Of his power there can be no doubt, since Thucydides gives so clear an exposition of it, and the comic poets unwittingly reveal it even in their malicious gibes, calling him and his associates ‘new Peisistratidae,’ and urging him to take solemn oath not to make himself a tyrant, on the plea, forsooth, that his preeminence was incommensurate with a democracy and too oppressive. [2] Telecleides says1 that the Athenians had handed over to him

With the cities' assessments the cities themselves, to bind or release as he pleases,
Their ramparts of stone to build up if he likes, and then to pull down again straightway,
Their treaties, their forces, their might, peace, and riches, and all the fair gifts of good fortune.
And this was not the fruit of a golden moment, nor the culminating popularity of an administration that bloomed but for a season; nay rather he stood first for forty years2 among such men as Ephialtes, Leocrates, Myronides, Cimon, Tolmides, and Thucydides, [3] and after the deposition of Thucydides and his ostracism, for no less than fifteen of these years did he secure an imperial sway that was continuous and unbroken, by means of his annual tenure of the office of general.
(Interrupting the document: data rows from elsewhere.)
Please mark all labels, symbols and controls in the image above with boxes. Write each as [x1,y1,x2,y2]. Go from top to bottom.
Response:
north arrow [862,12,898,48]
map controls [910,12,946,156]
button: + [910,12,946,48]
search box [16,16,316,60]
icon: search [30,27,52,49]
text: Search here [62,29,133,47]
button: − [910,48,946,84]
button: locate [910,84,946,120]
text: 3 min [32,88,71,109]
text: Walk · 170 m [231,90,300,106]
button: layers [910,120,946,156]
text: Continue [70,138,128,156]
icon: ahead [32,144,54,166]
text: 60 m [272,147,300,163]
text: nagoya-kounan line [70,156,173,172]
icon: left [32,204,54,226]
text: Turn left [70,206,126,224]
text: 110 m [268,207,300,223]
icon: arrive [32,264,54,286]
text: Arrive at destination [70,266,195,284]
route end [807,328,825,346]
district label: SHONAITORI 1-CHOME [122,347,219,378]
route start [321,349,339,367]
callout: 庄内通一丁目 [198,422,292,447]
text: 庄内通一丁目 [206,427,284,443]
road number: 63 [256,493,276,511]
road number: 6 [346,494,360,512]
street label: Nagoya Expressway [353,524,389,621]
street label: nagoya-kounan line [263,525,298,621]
During all these years he kept himself untainted by corruption, although he was not altogether indifferent to money-making; indeed, the wealth which was legally his by inheritance from his father, that it might not from sheer neglect take to itself wings and fly away, nor yet cause him much trouble and loss of time when he was busy with higher things, he set into such orderly dispensation as he thought was easiest and most exact. [4] This was to sell his annual products all together in the lump, and then to buy in the market each article as it was needed, and so provide the ways and means of daily life. For this reason he was not liked by his sons when they grew up, nor did their wives find in him a liberal purveyor, but they murmured at his expenditure for the day merely and under the most exact restrictions, there being no surplus of supplies at all, as in a great house and under generous circumstances, but every outlay and every intake proceeding by count and measure. [5] His agent in securing all this great exactitude was a single servant, Evangelus, who was either gifted by nature or trained by Pericles so as to surpass everybody else in domestic economy.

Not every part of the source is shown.